=== What you should do ===
All lines below containing the string "background" are to be copied.

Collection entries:
-- Opening Marker --

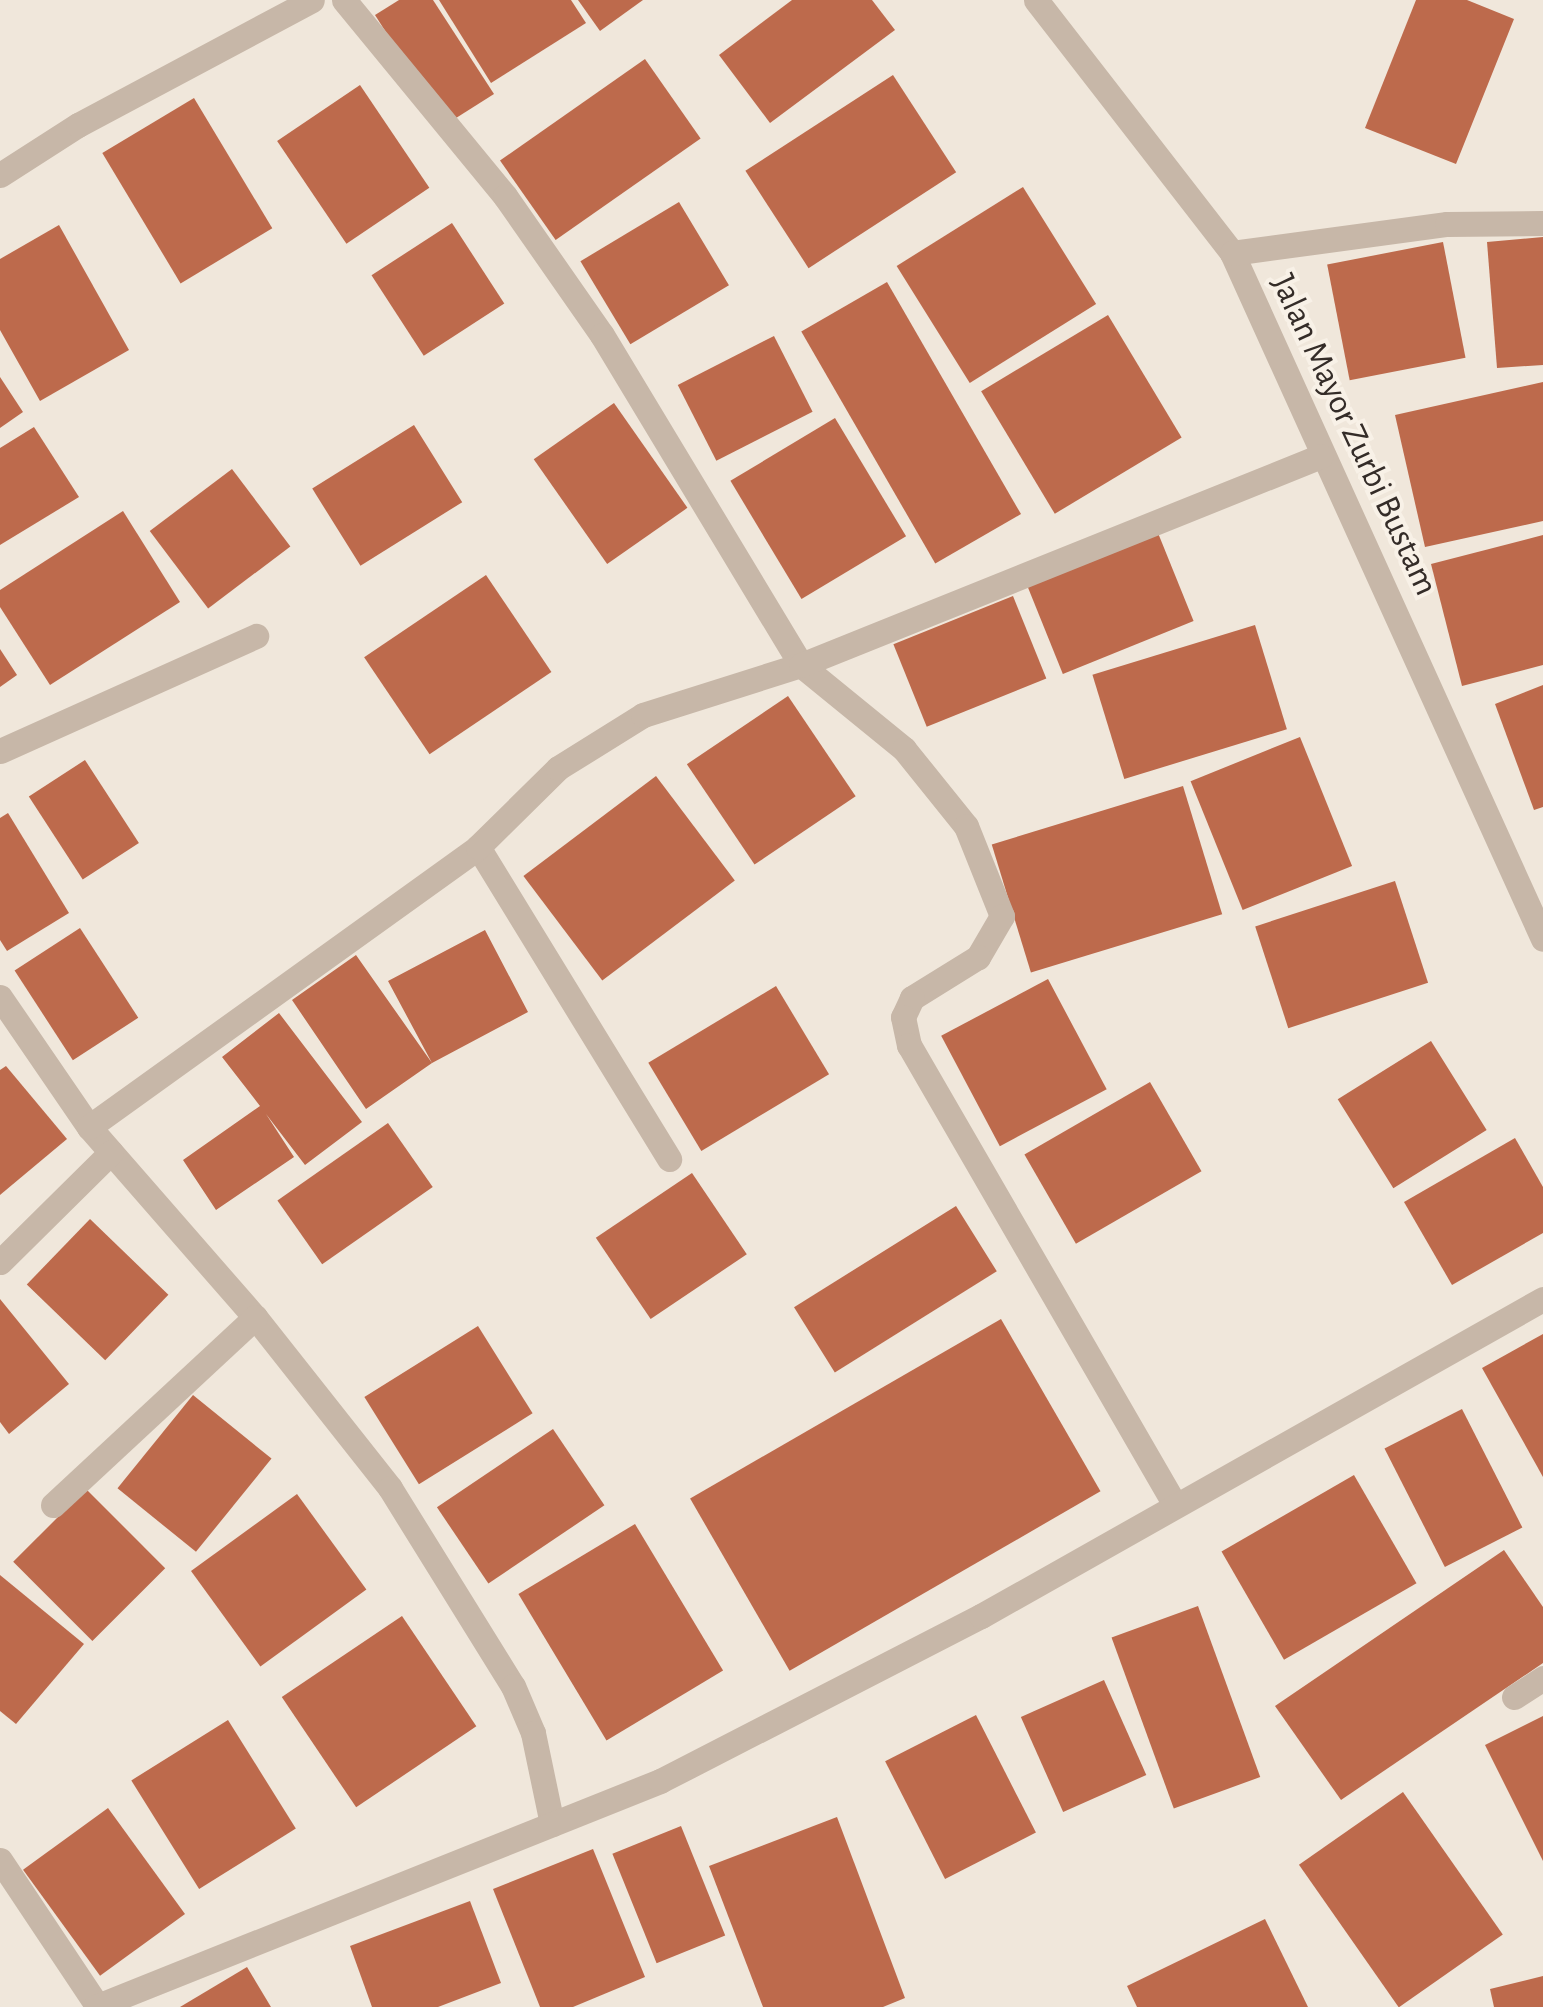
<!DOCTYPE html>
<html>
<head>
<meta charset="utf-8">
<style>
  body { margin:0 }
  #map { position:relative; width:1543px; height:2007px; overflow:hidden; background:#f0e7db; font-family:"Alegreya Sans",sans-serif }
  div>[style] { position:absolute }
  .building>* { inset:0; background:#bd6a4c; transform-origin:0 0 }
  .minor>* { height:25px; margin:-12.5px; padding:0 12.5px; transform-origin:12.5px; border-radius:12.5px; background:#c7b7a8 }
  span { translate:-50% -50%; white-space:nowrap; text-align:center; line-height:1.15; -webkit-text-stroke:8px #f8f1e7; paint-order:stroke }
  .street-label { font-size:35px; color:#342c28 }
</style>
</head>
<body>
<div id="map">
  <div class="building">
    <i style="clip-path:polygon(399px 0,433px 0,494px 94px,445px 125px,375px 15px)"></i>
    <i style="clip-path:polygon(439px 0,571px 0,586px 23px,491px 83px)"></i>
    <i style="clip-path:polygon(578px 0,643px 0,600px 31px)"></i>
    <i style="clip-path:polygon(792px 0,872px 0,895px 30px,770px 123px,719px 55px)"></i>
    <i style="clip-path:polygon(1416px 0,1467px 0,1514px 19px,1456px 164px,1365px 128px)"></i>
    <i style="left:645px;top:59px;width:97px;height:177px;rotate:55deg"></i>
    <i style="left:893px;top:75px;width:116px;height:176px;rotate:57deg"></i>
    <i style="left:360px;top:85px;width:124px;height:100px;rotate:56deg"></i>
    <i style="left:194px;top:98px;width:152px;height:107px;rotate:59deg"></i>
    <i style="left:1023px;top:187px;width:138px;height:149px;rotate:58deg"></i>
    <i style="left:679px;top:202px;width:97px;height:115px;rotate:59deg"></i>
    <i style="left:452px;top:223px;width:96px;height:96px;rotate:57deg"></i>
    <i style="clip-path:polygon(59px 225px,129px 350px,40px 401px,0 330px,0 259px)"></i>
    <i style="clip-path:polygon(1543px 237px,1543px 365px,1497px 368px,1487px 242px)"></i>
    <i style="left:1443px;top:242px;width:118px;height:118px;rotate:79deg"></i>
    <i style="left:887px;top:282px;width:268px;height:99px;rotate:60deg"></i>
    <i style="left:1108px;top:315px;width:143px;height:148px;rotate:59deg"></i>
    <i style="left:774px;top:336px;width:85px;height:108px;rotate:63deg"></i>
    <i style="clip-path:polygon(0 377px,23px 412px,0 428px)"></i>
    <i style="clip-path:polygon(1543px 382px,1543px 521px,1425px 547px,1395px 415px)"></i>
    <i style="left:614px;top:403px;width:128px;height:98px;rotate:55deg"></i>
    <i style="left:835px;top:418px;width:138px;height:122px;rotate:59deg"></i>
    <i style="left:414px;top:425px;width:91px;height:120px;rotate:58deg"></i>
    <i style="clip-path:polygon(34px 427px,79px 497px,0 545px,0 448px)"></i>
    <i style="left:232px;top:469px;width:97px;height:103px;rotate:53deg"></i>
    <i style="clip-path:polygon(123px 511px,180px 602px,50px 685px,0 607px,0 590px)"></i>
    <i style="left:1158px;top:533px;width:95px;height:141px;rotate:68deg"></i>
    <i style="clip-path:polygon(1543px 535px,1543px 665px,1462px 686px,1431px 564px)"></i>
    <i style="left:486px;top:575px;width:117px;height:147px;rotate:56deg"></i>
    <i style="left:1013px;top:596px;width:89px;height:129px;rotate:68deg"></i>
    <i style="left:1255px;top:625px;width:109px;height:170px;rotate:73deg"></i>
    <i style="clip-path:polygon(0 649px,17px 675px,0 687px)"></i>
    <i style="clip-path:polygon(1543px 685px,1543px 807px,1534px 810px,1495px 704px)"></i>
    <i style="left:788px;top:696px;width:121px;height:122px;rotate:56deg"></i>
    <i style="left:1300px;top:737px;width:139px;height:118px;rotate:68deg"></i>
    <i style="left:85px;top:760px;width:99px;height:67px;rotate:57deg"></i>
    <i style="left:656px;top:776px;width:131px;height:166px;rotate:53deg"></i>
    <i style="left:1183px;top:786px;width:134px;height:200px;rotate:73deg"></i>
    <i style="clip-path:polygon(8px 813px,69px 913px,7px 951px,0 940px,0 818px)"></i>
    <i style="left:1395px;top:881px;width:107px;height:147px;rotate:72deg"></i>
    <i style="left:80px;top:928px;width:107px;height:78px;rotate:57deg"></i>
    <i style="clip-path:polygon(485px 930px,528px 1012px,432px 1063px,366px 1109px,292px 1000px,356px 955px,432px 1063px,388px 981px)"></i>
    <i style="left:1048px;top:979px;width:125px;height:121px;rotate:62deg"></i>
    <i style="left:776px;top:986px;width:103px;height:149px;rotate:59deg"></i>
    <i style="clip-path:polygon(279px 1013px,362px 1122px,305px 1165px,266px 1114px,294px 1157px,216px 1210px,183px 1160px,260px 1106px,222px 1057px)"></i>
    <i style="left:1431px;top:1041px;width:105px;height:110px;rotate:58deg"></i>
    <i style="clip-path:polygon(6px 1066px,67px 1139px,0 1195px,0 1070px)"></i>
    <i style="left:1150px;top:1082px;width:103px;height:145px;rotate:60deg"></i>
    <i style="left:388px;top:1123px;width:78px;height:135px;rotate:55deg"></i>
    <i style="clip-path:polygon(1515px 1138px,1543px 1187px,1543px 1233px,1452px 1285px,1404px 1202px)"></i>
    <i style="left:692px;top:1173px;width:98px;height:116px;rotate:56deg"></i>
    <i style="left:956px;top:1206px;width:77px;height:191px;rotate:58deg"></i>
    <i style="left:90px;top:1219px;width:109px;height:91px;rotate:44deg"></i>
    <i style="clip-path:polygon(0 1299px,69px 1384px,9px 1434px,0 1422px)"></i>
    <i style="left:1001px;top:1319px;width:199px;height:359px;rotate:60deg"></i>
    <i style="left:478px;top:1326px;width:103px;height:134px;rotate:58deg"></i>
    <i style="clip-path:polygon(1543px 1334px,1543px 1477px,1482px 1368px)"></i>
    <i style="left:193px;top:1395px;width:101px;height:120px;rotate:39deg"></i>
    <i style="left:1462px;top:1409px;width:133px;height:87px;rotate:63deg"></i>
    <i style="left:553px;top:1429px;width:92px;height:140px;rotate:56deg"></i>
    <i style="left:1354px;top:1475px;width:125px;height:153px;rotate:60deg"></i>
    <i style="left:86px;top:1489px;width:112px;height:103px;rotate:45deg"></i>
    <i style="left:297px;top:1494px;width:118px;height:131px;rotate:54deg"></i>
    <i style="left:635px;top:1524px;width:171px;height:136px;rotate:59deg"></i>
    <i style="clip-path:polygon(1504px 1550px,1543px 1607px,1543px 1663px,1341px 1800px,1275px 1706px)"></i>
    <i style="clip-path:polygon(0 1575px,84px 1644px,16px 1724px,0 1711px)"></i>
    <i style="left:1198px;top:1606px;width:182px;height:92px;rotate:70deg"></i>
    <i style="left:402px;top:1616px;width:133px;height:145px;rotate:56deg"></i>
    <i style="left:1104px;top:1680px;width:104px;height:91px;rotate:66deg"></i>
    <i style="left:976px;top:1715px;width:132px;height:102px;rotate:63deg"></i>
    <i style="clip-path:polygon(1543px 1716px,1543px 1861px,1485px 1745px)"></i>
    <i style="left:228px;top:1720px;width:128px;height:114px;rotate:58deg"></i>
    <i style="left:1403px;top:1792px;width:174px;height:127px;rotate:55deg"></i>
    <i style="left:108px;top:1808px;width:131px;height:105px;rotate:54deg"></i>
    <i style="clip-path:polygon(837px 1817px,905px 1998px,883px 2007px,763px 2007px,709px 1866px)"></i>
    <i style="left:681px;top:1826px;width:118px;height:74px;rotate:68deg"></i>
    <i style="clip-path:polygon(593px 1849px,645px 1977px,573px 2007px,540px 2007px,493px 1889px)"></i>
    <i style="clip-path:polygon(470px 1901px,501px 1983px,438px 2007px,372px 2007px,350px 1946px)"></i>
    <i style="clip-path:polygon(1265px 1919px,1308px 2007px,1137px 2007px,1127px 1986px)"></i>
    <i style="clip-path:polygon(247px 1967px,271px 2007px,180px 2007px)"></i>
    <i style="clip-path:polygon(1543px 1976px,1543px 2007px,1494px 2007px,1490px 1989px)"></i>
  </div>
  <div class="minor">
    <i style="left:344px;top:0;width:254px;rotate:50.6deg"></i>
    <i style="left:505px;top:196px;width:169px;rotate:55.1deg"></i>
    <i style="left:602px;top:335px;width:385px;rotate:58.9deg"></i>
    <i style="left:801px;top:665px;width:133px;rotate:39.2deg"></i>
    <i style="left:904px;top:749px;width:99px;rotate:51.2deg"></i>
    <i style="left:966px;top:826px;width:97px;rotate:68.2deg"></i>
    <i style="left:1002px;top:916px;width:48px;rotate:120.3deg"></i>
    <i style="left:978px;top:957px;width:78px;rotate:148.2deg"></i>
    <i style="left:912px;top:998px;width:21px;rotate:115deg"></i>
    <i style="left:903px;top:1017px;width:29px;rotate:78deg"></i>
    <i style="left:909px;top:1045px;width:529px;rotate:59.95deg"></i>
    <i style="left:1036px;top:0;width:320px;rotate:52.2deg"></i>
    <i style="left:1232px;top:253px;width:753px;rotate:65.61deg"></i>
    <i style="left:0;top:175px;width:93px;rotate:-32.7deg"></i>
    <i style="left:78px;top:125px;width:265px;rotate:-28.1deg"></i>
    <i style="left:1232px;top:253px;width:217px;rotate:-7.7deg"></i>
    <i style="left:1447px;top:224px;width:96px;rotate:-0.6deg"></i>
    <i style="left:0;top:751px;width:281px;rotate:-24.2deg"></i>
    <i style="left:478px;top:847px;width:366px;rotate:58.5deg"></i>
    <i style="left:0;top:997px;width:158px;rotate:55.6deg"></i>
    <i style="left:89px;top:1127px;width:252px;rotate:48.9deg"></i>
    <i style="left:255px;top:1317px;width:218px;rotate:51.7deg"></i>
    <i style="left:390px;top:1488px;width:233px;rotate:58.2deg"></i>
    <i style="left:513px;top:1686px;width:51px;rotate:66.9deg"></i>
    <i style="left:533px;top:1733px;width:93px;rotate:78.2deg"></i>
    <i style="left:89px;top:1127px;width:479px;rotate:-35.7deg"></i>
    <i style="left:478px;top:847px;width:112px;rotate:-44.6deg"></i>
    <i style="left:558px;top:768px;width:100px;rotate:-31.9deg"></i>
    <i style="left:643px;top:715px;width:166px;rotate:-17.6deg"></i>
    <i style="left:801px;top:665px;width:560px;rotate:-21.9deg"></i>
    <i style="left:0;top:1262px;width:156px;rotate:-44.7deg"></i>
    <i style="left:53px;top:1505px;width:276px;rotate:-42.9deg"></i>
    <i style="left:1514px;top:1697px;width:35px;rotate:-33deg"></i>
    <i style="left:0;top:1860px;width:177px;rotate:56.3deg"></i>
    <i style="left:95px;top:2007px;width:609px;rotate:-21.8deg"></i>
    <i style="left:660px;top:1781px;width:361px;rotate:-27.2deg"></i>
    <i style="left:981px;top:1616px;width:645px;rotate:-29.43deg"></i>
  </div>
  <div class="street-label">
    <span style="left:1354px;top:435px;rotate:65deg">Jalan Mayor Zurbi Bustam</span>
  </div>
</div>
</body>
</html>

-- Closing Marker --

=== Output for this exercise ===
  #map { position:relative; width:1543px; height:2007px; overflow:hidden; background:#f0e7db; font-family:"Alegreya Sans",sans-serif }
  .building>* { inset:0; background:#bd6a4c; transform-origin:0 0 }
  .minor>* { height:25px; margin:-12.5px; padding:0 12.5px; transform-origin:12.5px; border-radius:12.5px; background:#c7b7a8 }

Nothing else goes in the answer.